- Born: July 13, 1933 St. Vital, Manitoba
- Died: June 14, 2019 (aged 85) Winnipeg, Manitoba
- Occupation: Politician

= Edward Connery =

Canadian politician

Edward James Connery (July 13, 1933 in St. Vital, Manitoba – June 14, 2019) was a politician in Manitoba, Canada. He was a member of the Legislative Assembly of Manitoba from 1986 to 1992, and a cabinet minister in the Progressive Conservative government of Gary Filmon from 1988 to 1991.

Connery was educated at Glenlawn Collegiate in St. Vital, Manitoba, and later worked as a market gardener. He was chair of the Root Crop Marketing Board from 1972 to 1981, and vice-president of the Manitoba Producers Board from 1982 to 1984, as well as having been a director of the Vegetable Growers Association of Manitoba. He married Beverley Sager.

Connery was first elected to the Manitoba legislature in the 1986 provincial election, in the safe Tory seat of Portage la Prairie. The Tories were defeated by the New Democrats under Howard Pawley in this cycle, and Connery became a member of the official opposition.

Connery was re-elected in the 1988 election against a reasonably strong challenge from Liberal Darlene Hamm (he still won by over 1000 votes). The Tories under Gary Filmon formed a minority government after this election, and Connery was appointed Minister of Labour and Minister of the Environment and Workplace Safety and Health on May 9, 1988. He was also responsible for the Workers Compensation Act (except as regards Worker Advisers), the Civil Service Act, the Civil Service Superannuation Act, and the Public Servants Insurance Act. Following a cabinet shuffle on April 21, 1989, he was named Minister of Cooperative, Consumer and Corporate Affairs.

Connery was re-elected in the 1990 election. He was not re-appointed to cabinet in a shuffle on February 5, 1991, and resigned from the legislature on June 23, 1992. In leaving, he complained openly about Filmon's government being controlled by backroom operators.

In 2003, Connery called for greater efforts to combat crime in the Portage la Prairie region.

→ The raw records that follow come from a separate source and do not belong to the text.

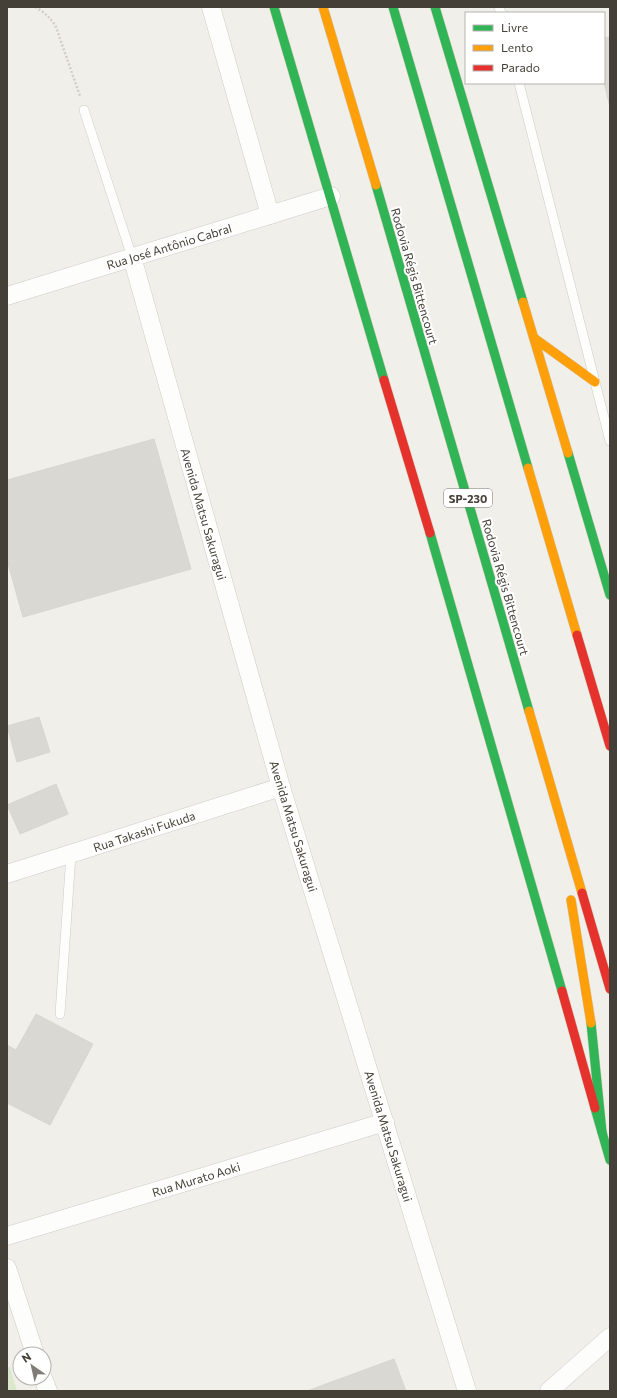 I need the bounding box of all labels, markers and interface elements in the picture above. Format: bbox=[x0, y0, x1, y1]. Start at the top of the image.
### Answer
legend bbox=[465, 12, 605, 84]
text: Livre bbox=[501, 20, 528, 34]
text: Lento bbox=[501, 40, 533, 54]
text: Parado bbox=[501, 60, 540, 74]
street label: Rodovia Régis Bittencourt bbox=[389, 206, 441, 346]
street label: Rua José Antônio Cabral bbox=[105, 220, 234, 273]
street label: Avenida Matsu Sakuragui bbox=[178, 447, 230, 581]
road number: SP-230 bbox=[444, 489, 492, 507]
street label: Rodovia Régis Bittencourt bbox=[480, 517, 532, 657]
street label: Avenida Matsu Sakuragui bbox=[267, 759, 321, 893]
street label: Rua Takashi Fukuda bbox=[91, 808, 197, 854]
street label: Avenida Matsu Sakuragui bbox=[362, 1069, 416, 1203]
street label: Rua Murato Aoki bbox=[150, 1159, 242, 1199]
north arrow bbox=[12, 1346, 52, 1386]
text: N bbox=[19, 1350, 33, 1365]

He was an industry leader in mechanizing the harvesting of carrots, onions and rutabagas, as well as their bulk storage, utilizing air circulation and humidification. He is a strong supporter of agricultural research to solve industry production, storage and marketing problems. His assistance contributed to solving problems related to: surface browning of carrots, neck rot in onions, surface cracking of rutabagas and quality maintenance in broccoli. On July 19, 2007, Connery was inducted into the Manitoba Agricultural Hall of Fame.